“The growth in overall parcel volume in China has mainly been driven by the ecommerce boom over the past few years,” says Guo Jianmin, the chief financial officer of ZTO Express, a huge logistics company with sorting warehouses all over China and a fleet of well over 3,000 trucks. Last year, it handled 2.9 billion packages.
The firm has seen its number of carried parcels go up an average 80 percent each year from 2011 to 2015 as China’s consumers adopted online shopping in their everyday lives.
“We can’t precisely say how much of our growth has been due to ecommerce, but currently 75 percent of our parcel volume is ecommerce-related, so it’s obviously a huge part of our business,” explains Jianmin to Tech in Asia.
ZTO Express, of course, had the largest IPO of this year. TechCrunch:
China’s ZTO Express, the company that provides shipping and delivery services to Alibaba among others, scored both a hit and a miss in its first day of trading as a public company. First, the company raised $1.4 billion in its IPO — making it the largest IPO of the year. Then, the company made its public debut on the NYSE: and that’s where the problems started.

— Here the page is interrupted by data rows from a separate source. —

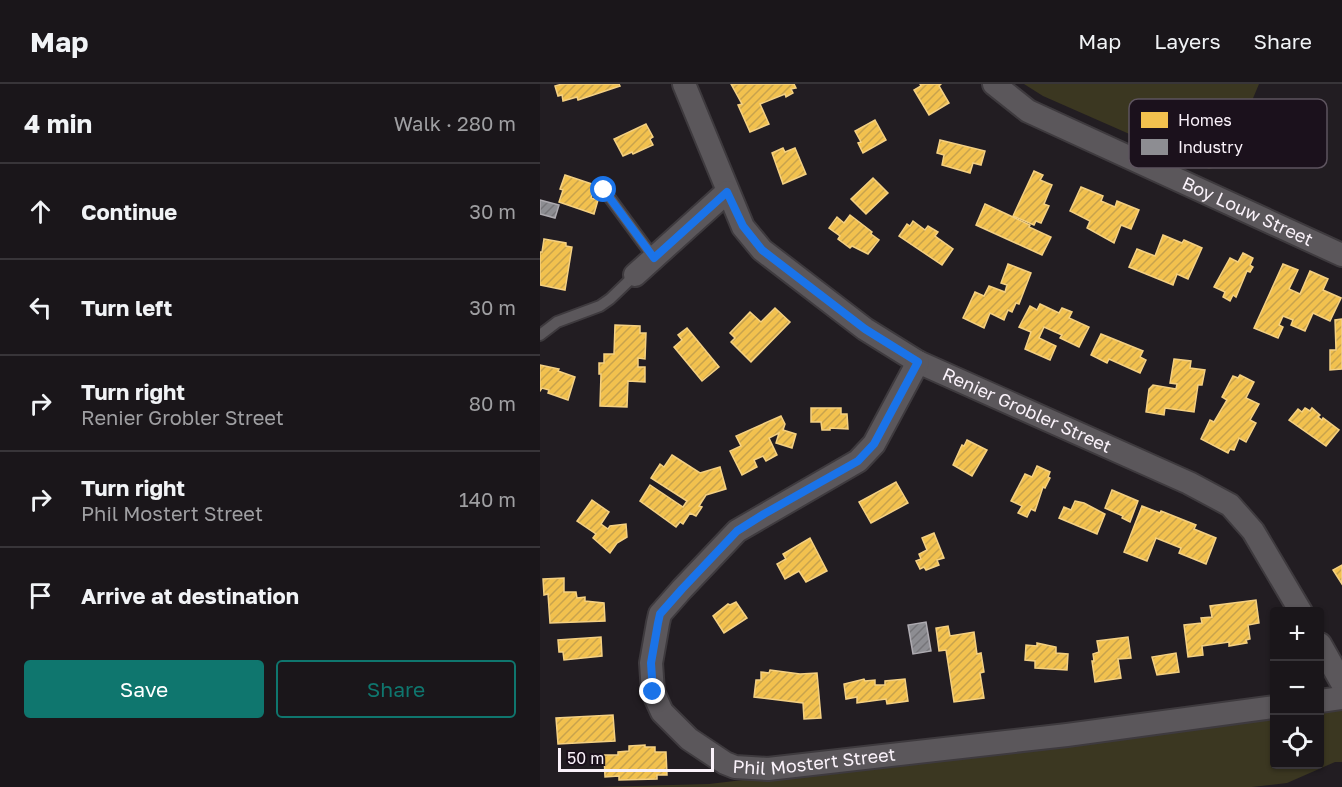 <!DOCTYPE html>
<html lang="en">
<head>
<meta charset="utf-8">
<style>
  body { margin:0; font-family:"Golos Text",sans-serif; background:#272327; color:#f1f3f6 }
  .controls { position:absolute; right:18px; bottom:18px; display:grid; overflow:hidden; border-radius:6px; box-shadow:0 2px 4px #0004 }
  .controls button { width:54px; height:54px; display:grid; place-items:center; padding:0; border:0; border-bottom:2px solid #383539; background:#1a161a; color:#f1f3f6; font:30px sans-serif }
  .scale { position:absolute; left:18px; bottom:15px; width:156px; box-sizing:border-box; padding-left:6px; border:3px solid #faf2fa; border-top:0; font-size:16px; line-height:21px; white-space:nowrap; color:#faf2fa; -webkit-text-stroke:4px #1b111c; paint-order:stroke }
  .stop { position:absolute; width:18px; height:18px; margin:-14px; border:4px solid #1a73e8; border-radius:50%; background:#fff }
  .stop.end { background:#1a73e8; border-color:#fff; box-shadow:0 2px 6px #0008 }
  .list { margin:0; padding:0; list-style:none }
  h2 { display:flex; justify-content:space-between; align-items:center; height:78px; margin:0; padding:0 24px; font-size:26px }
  h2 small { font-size:20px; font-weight:400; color:#9f9fa2 }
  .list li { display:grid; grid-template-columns:39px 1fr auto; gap:18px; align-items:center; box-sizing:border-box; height:96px; padding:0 24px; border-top:2px solid #383539 }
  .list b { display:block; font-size:22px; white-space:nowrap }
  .list p { margin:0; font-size:20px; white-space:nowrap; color:#9f9fa2 }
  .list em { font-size:20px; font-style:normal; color:#9f9fa2 }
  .actions { display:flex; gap:12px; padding:18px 24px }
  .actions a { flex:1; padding:14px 0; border:2px solid #0f766e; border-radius:6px; text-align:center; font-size:21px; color:#0f766e }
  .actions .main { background:#0f766e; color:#fff }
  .icon { flex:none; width:33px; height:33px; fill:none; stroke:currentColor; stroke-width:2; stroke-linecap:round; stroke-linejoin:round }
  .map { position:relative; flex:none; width:802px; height:703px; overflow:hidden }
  header { display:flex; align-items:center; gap:36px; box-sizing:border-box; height:84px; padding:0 30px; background:#1a161a; border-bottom:2px solid #383539 }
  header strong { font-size:28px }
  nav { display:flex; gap:33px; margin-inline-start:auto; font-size:21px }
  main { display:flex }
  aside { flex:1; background:#1a161a }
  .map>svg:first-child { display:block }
</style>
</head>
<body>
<header>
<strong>Map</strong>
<nav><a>Map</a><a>Layers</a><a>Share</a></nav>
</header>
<main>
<aside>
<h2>4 min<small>Walk · 280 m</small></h2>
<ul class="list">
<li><svg class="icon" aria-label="ahead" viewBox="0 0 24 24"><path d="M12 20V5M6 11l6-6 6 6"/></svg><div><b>Continue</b></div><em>30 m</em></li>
<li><svg class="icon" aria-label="left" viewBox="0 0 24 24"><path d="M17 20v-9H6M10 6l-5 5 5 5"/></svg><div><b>Turn left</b></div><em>30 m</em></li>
<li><svg class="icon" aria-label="right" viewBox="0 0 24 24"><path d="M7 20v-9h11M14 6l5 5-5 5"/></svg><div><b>Turn right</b><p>Renier Grobler Street</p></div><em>80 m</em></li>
<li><svg class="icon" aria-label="right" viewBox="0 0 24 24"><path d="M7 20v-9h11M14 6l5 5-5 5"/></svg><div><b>Turn right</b><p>Phil Mostert Street</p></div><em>140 m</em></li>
<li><svg class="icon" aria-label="arrive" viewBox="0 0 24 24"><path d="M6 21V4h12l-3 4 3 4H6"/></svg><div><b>Arrive at destination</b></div></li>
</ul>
<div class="actions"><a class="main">Save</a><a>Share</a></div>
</aside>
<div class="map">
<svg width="802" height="703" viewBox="0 0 802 703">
  <defs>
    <pattern id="homes-hatch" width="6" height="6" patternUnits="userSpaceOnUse" patternTransform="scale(1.5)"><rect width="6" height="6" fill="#f2c14e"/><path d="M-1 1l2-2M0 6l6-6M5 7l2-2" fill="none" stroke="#c8a34d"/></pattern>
    <pattern id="industry-hatch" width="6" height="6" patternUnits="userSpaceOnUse" patternTransform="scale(1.5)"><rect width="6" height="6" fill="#8d8d92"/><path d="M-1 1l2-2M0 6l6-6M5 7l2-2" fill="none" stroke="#767579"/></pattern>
  </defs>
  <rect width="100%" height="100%" fill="#221d22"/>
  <g fill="#3b3721">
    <polygon points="484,0 719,0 687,76 681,82 669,85 503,12"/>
    <polygon points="802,625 802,678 795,678 747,699 712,703 57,703 169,700 734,634 734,680 780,680 780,628"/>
  </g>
  <g fill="url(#homes-hatch)" stroke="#f4d082" stroke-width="1.5">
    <polygon points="22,0 79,0 80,2 38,16 37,13 23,17 22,11 18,12 15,2"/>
    <polygon points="191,0 254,0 256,4 251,5 253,9 246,13 245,10 220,20 229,40 210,48 198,21 202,20"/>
    <polygon points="380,0 401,0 399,2 409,19 389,31 374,6 381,2"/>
    <polygon points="335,36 346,56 323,69 318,59 321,58 315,47"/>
    <polygon points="106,40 113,53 110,55 113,61 93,70 92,68 83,72 74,55"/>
    <polygon points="400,56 445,67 441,81 433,79 430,89 402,81 404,71 397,69"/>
    <polygon points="243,64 245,68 255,64 266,90 243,100 232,69"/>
    <polygon points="494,87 503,91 500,96 512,101 504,120 509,122 501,139 496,137 494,141 473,132"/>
    <polygon points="25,91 55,101 51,114 58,116 54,130 19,118 23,106 20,105"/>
    <polygon points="333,94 348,109 326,130 311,115"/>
    <polygon points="541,103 563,112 561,117 575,123 577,117 599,126 591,145 581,141 574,159 547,144 550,137 530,127"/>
    <polygon points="445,120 490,141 489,143 511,153 502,171 436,141"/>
    <polygon points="310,131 332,148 331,150 339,156 328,170 312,162 310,164 298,155 300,152 289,144 297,133 304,139"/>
    <polygon points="373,137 385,146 388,142 398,148 395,152 413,165 402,181 359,152 367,140 370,142"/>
    <polygon points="623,151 642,159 644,156 662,164 648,195 637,190 633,201 589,183 597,165 615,172"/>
    <polygon points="4,155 26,159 26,162 32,163 25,206 0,201 0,168 2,168"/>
    <polygon points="703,169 713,174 710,181 713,183 710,188 707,187 696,213 693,211 690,217 683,213 685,208 674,203 690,174 698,178"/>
    <polygon points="468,180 491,189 479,220 476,219 472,228 468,226 464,236 450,229 444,244 423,234 435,208 444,212 449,202 465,208 467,201 461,199"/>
    <polygon points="743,180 758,186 749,205 760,210 770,187 788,195 783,206 801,214 790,237 773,229 765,247 751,241 753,236 743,232 739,241 743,243 738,254 714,244"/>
    <polygon points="500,220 519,229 522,224 532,228 529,234 549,243 539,263 520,254 522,251 504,243 499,254 516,262 510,276 485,265 491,248 479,243 490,222 497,226"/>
    <polygon points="235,224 250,238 211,278 191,258 195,254 190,249 210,228 221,238"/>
    <polygon points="802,235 802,285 790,286 790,266 796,266 795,236"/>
    <polygon points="75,241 100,242 100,249 106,249 105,275 98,274 98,283 105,283 105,298 88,297 87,323 60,322 61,290 59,290 59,279 64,279 64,270 74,270"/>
    <polygon points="147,244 179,283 162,297 134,263 142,256 138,251"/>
    <polygon points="561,250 603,267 600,273 606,276 600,289 569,275 567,279 551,271"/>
    <polygon points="634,275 651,277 650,284 665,286 662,301 658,301 654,328 625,324 624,331 606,328 609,305 613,301 636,305 637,300 630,299"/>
    <polygon points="0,281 19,285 18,287 35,293 28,316 8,309 9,306 2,304 0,307"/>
    <polygon points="700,291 714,298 706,314 719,320 710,336 716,339 706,358 699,354 694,366 690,365 688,369 661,355 670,336 674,338 687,316 682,313 693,292 698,294"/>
    <polygon points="271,324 301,324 301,330 307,330 308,345 290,344 290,346 282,346 281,338 271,338"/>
    <polygon points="765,324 770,327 772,324 780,331 778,333 782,336 783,334 799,346 786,362 749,336 758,325 762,328"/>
    <polygon points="241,332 245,340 243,346 256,350 252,364 236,359 239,349 229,354 237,371 226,377 223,372 214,376 217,383 202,391 190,367 201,362 196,352"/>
    <polygon points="427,356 447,366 432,392 413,381 422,361 424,362"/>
    <polygon points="132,371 160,389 180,383 186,405 166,411 159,422 162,423 156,432 150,429 143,440 140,438 136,443 100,417 110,401 143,423 147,417 111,394 120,380 124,383"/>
    <polygon points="497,382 510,388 508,393 510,394 505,404 503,403 495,427 491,425 487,433 478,429 482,422 471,417 485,390 492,393"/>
    <polygon points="356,398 368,419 331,439 319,418"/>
    <polygon points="572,406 598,417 590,438 582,434 583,432 565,424"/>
    <polygon points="52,416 69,428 61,440 68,445 70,442 86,440 87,453 77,459 70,469 53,454 56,450 37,437"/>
    <polygon points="535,417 544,419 565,430 557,450 519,434 524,423 531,426"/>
    <polygon points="602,422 620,429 621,427 656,441 654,445 676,454 666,480 639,469 641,464 616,454 607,477 584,468"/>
    <polygon points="394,449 404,474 397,476 399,481 386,486 384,483 380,485 376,477 381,475 379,470 387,466 382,454"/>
    <polygon points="270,454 287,487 266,498 259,487 245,495 237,480 246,475 243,470"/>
    <polygon points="802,481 802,500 793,486"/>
    <polygon points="24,494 24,508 36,508 37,514 45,513 45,517 64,519 65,537 10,539 8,510 4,511 3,495"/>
    <polygon points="716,516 719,539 708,541 710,555 706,556 707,559 689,562 689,558 662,562 663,571 648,573 644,541 662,539 661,534 672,533 670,522"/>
    <polygon points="196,518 207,534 184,549 173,532 188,520 190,521"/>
    <polygon points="408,542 410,552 434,548 437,570 441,569 444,588 440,589 444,614 414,618 406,566 399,567 396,544"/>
    <polygon points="61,553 62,572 24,576 23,568 19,568 18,556"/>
    <polygon points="588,553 591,574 578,575 581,594 555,598 552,577 554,577 553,570 559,568 557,557"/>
    <polygon points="497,559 516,563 516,569 528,570 527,586 495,584 495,577 485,576 486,561 497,562"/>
    <polygon points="636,569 639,588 617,591 612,573"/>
    <polygon points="230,586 260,590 277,589 281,634 264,635 263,619 214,613 216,596 221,596 221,588 229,589"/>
    <polygon points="324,595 325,597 335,596 335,601 345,601 345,597 365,595 368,617 347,620 346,615 317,619 317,613 306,615 304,600"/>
    <polygon points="73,631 75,657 18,660 16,634"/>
    <polygon points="105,661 105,663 115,663 115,668 126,668 127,691 117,691 117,695 79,696 79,692 65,693 64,671 78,671 78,668 89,667 89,662"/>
  </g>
  <g fill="url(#industry-hatch)" stroke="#aeabb1" stroke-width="1.5">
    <polygon points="0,116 19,121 15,134 0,130"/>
    <polygon points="386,538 391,567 373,570 368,541"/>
  </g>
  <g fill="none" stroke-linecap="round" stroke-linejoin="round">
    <g stroke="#3e3a3e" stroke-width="14">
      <g id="service">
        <polyline points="64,106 114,174"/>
        <polyline points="0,251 17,238 60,222 70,215 95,191"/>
      </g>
    </g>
    <g stroke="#3e3a3e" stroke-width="26">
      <g id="minor">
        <path id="s1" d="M144,0L203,143L222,166L325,245L378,278L649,399L690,421L713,447L761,528"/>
        <path id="s2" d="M454,0L488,27L802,171"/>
        <polyline points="95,191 187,108"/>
        <path id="s3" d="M378,278L334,360L318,377L197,447L142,505L120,530L118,539L111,579L113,608L122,628L149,655L185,679L195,683L228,685L527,651L734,623"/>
        <polyline points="780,560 802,599"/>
        <polyline points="780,617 802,614"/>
      </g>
    </g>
    <use href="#service" stroke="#5b575b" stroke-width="10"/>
    <use href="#minor" stroke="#5b575b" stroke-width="22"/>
  </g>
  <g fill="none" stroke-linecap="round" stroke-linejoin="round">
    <polyline stroke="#1a73e8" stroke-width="8" points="64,106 114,174 187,108 203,142 222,166 325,245 378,278 334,360 318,377 224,430 197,447 142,505 120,530 118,539 111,579 113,608"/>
  </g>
  <g text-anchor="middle" stroke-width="6" stroke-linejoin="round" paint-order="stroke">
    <g font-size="18" fill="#faf2fa" stroke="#1b111c">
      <text dy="6" stroke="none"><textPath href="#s2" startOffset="285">Boy Louw Street</textPath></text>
      <text dy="6" stroke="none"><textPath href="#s1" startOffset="496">Renier Grobler Street</textPath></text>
      <text dy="6" stroke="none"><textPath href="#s3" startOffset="642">Phil Mostert Street</textPath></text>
    </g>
  </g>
  <rect x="589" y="15" width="198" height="69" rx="9" fill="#1b111c" stroke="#5e545f" stroke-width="1.5"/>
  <rect x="601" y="28" width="27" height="16" fill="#f2c14e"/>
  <rect x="601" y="55" width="27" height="16" fill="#8d8d92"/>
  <g font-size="16" fill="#faf2fa">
    <text x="638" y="42">Homes</text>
    <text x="638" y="69">Industry</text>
  </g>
</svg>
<div class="controls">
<button>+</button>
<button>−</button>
<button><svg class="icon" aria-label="locate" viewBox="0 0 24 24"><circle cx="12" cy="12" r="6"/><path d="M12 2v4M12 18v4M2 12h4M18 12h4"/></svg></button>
</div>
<div class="scale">50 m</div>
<div class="stop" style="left:64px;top:106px"></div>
<div class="stop end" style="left:113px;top:608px"></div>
</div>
</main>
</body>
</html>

The size of the Chinese market means a local ecosystem can grow companies which can rival any of their international peers on size.
This doesn’t mean those companies will rule the world. They have a huge home market to take care of. A market huge enough for most companies, occupying their focus.
Alibaba is investing in startups worldwide and is working to bring brands from other markets faster and easier to China. In due time, we can expect to see similar things from ZTO Express or, for example, Didi Chuxing, China’s largest ride-sharing company, and other rising Chinese companies.